Job security is awesome in this field. Last I checked, after inventing the Internet, Al Gore didn’t put an expiration date on it. This is an industry that is constantly growing and prospering. In fact, according to a report released by Cisco Systems, Internet traffic will quadruple in many countries like China and India over the next several years. We’re probably going to need to hire more talent, eh?
So how does one get an awesome job in Network Security at Rackspace? The journey is long and perilous (not too perilous), but definitely worth it. I can honestly say that at this point in my life, I’ve never been happier or more relaxed in my life because I get such a thrill at doing what I’m paid to do and where I live.
The first thing that we look for in a candidate is their skills. It’s important to get as much experience as you possibly can. I’m more interested in how well a person understands basic networking concepts rather than quizzing them on which port SMTP uses. You can look that up on Google, but it’s much more challenging to the average person to explain why two hosts on different subnets can’t communicate with each other and how to solve that problem. Not only that, but I want to know how well someone can learn new things. Demonstrating this is a little tricky, but being a lead on a new project or something similar shows that you’re a trailblazer. I’ve learned more working at Rackspace over the last several months than I have in my entire life about networking, and that’s no exaggeration. The ability to learn and adapt is crucial here.
Relax, college students, there are ways to get some experience early on. College internships and co-ops are an excellent way to catch our eye. Before graduating from university, I had worked at Bombardier Transportation, Sprint Nextel, an architect’s office, and my hometown’s public school system all doing technical work. Take advantage of the summers and get a job that’s not flipping burgers. Not only does it show that you’ve got experience, but it also shows that you have a strong personal drive to excel in your career. Getting certifications like a CCNA is also a great idea, and many of our positions either require it or require that employees get it 90 days after their start date. (Why not get a leg up on the competition?) And, yes, we do hire people directly from university to our Team New Talent in Network Security.
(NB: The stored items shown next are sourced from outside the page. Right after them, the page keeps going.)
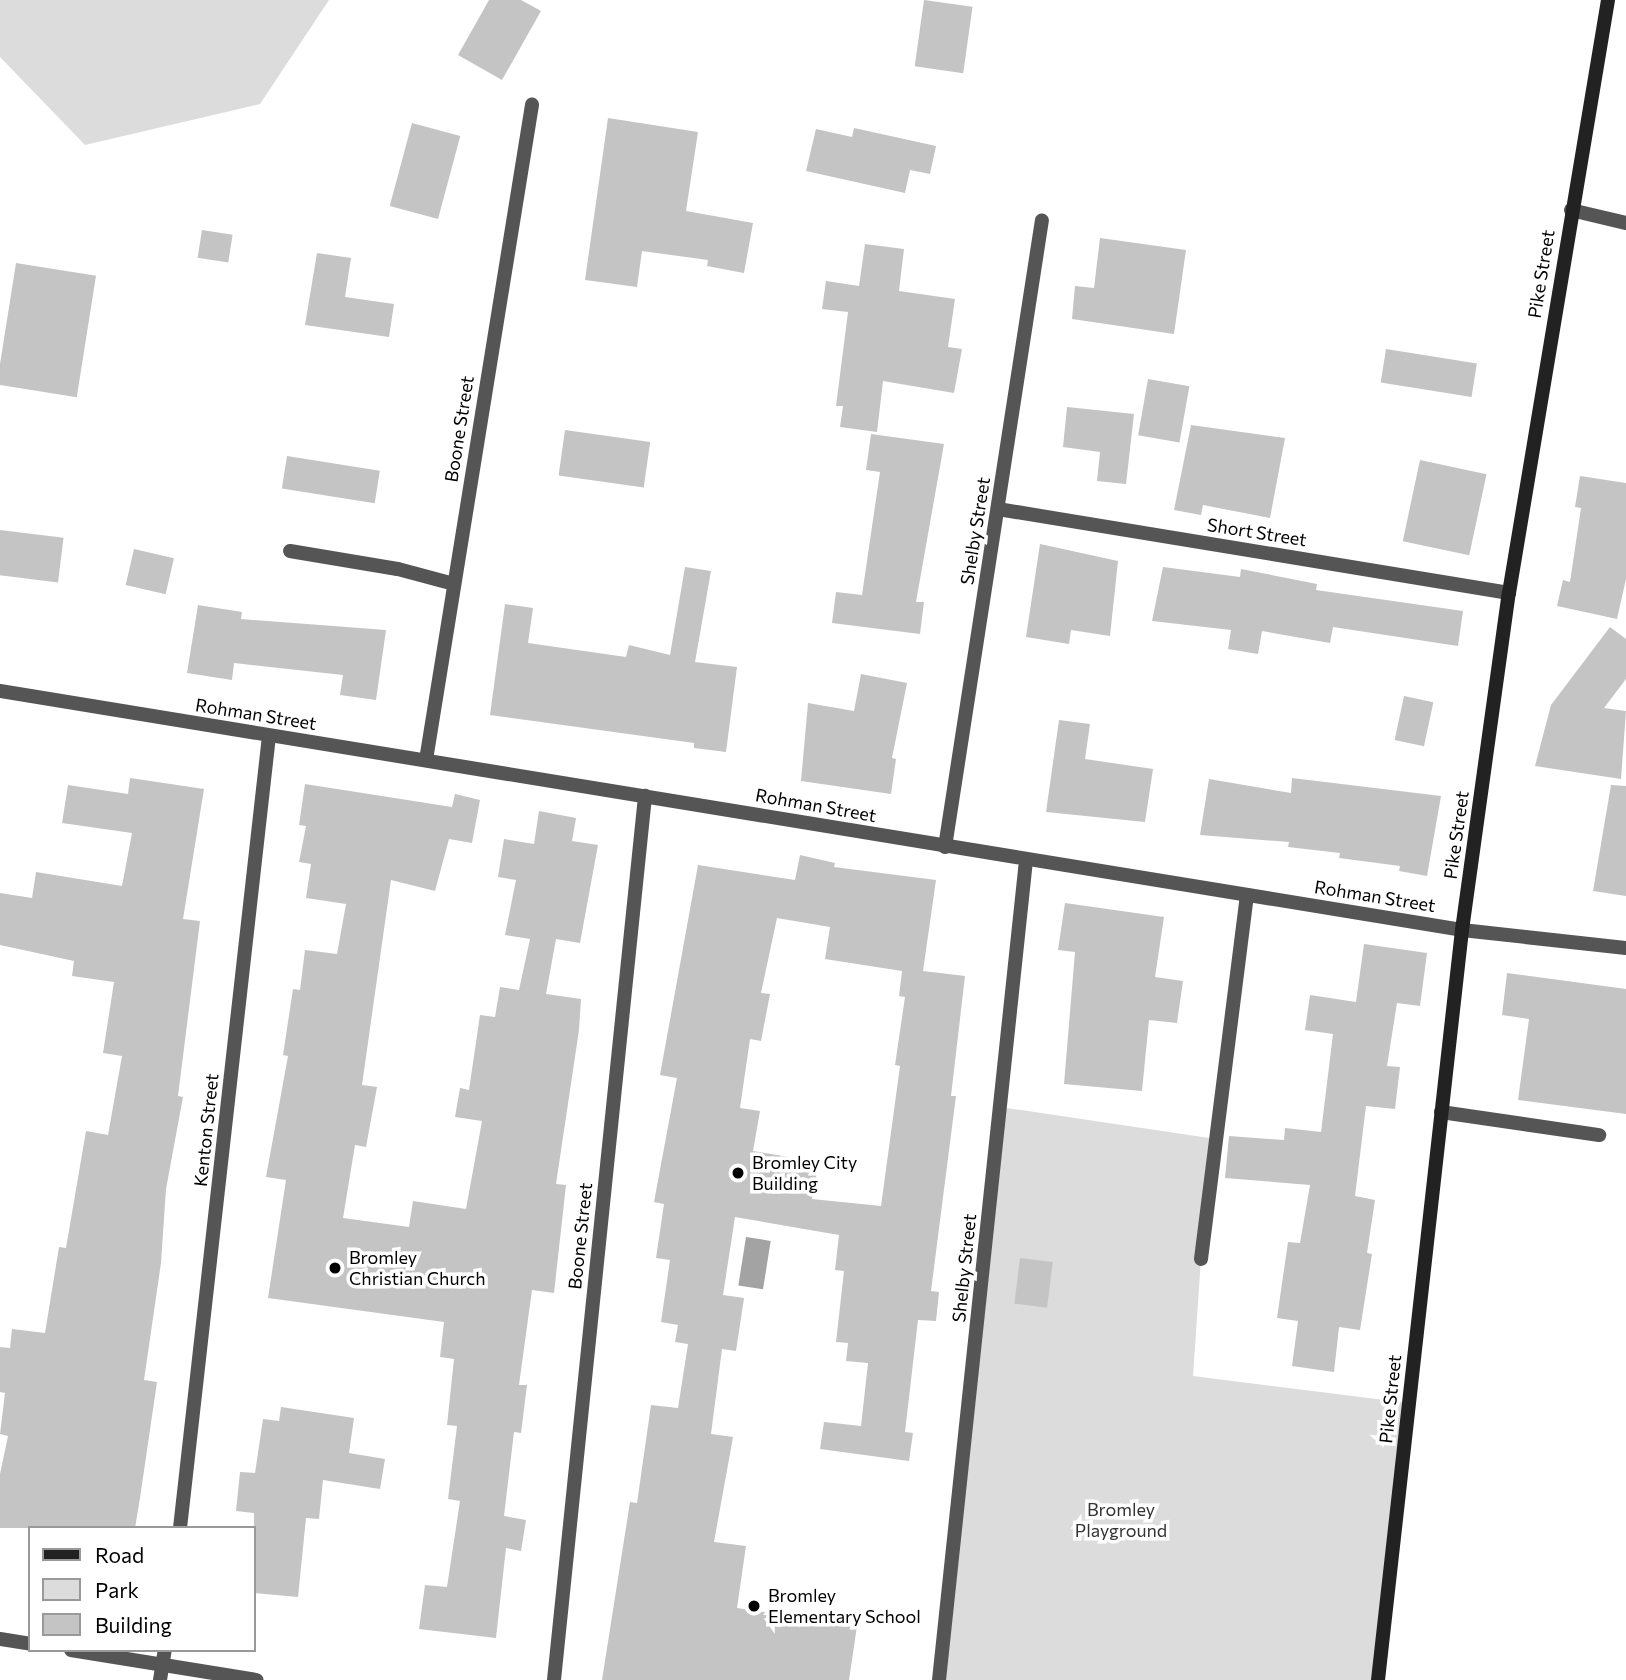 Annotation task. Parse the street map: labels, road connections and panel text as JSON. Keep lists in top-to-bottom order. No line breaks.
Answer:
{"streets":{"main road":["Pike Street"],"street":["Boone Street","Shelby Street","Short Street","Rohman Street","Kenton Street"]},"crossings":[["Pike Street","Short Street"],["Pike Street","Rohman Street"],["Boone Street","Rohman Street"],["Shelby Street","Short Street"],["Shelby Street","Rohman Street"],["Rohman Street","Kenton Street"]],"parks":["Bromley Playground"],"places":["Bromley City Building","Bromley Christian Church","Bromley Elementary School"],"legend":["Road","Park","Building"]} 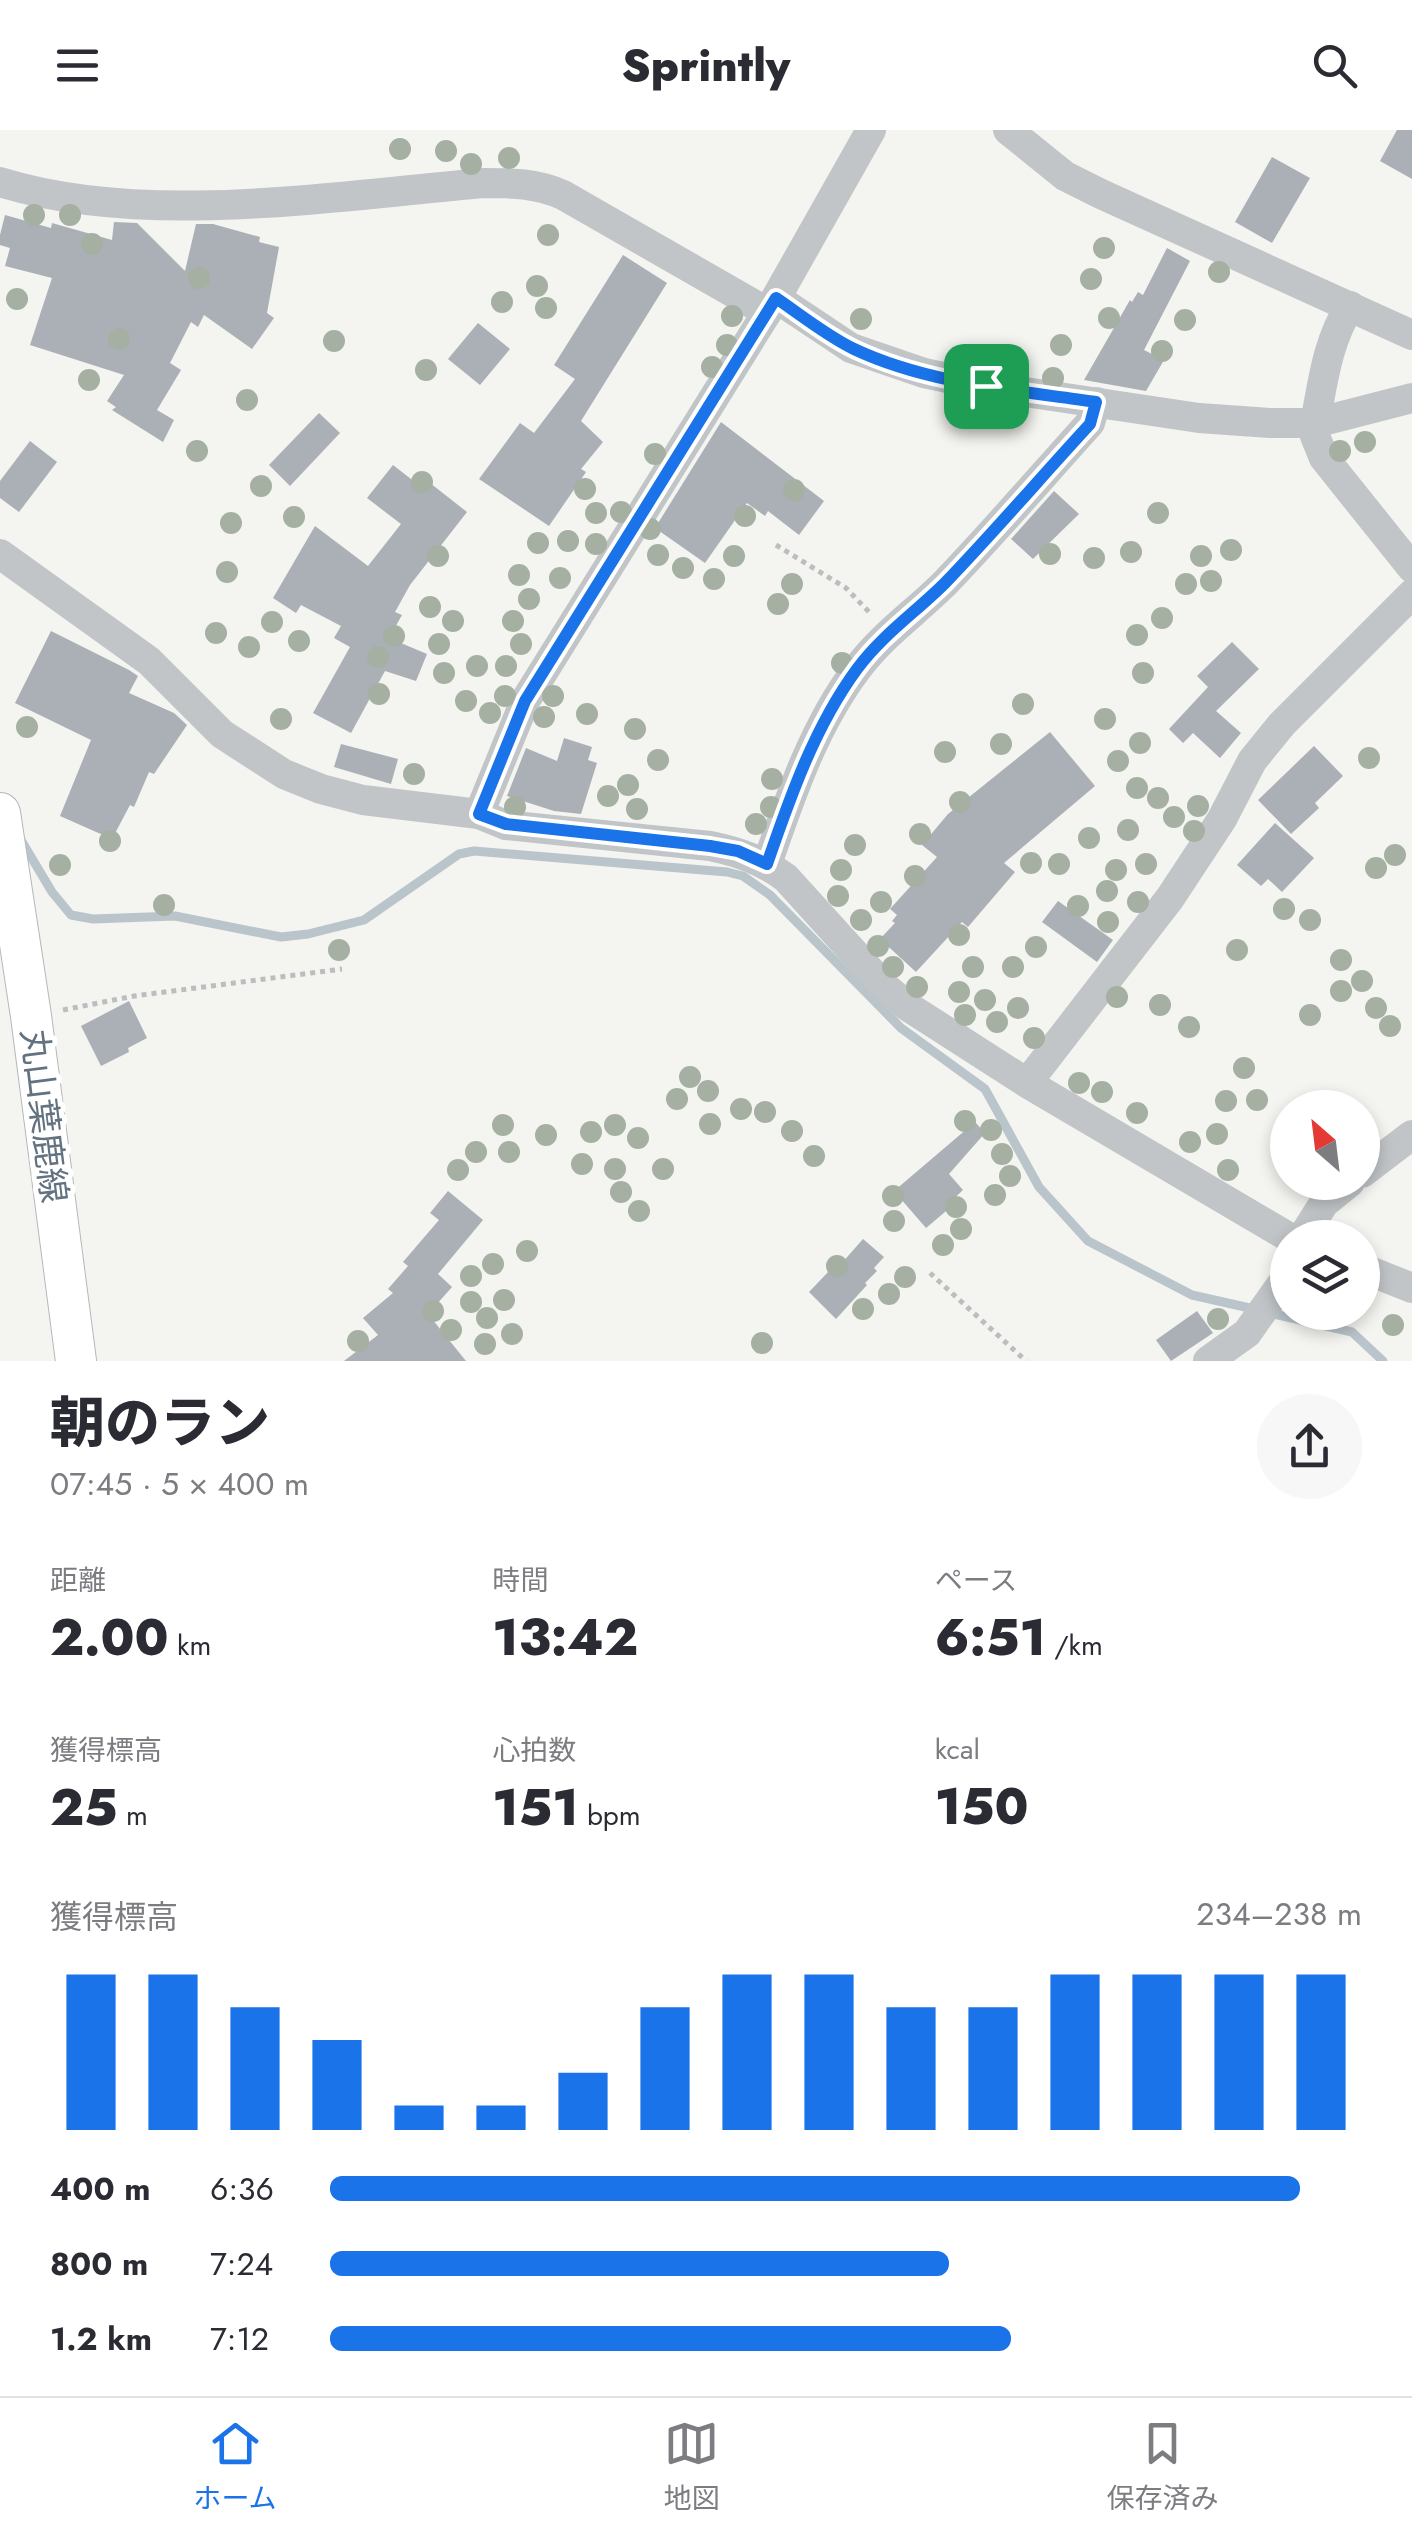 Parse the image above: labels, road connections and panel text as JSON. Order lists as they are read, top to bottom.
{
  "streets": {
    "main road": ["丸山葉鹿線"]
  },
  "north": "top left",
  "page": {
    "header": "Sprintly",
    "heading": ["朝のラン", "07:45 · 5 × 400 m"],
    "stats": [
      ["距離", "2.00 km"],
      ["時間", "13:42"],
      ["ペース", "6:51 /km"],
      ["獲得標高", "25 m"],
      ["心拍数", "151 bpm"],
      ["kcal", "150"]
    ],
    "chart": ["獲得標高", "234–238 m"],
    "list": [
      {
        "name": "400 m",
        "note": "6:36"
      },
      {
        "name": "800 m",
        "note": "7:24"
      },
      {
        "name": "1.2 km",
        "note": "7:12"
      }
    ],
    "tabs": ["ホーム", "地図", "保存済み"]
  }
}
Finding a mentor or at least someone in the field to talk to is always a great idea, even if it’s not through a “mentoring program.” One of my neighbors in my hometown gave me valuable advice at multiple points through my networking career. I’m flattered when others come to me for advice, and there’s no harm in asking for help. Perhaps your mentor could also find you a job. Even if you interview somewhere for a technical and don’t get the job, it’s okay to ask what you can improve on.
Network operations and engineering has to be about one of the most unusual career niches one can enter. It’s not uncommon to know colleagues in this niche who have anywhere from a high school degree to a post-doctorate. I’ve met other network operations staff who have been to engineering school and others who have a degree in History. Everyone has a different story about how they ended up here, and if someone asked me to name the biggest, most important reason to me why I love being a Network Security Administrator, it would be hard to give them an answer because there are so many of them. And that’s probably a good thing.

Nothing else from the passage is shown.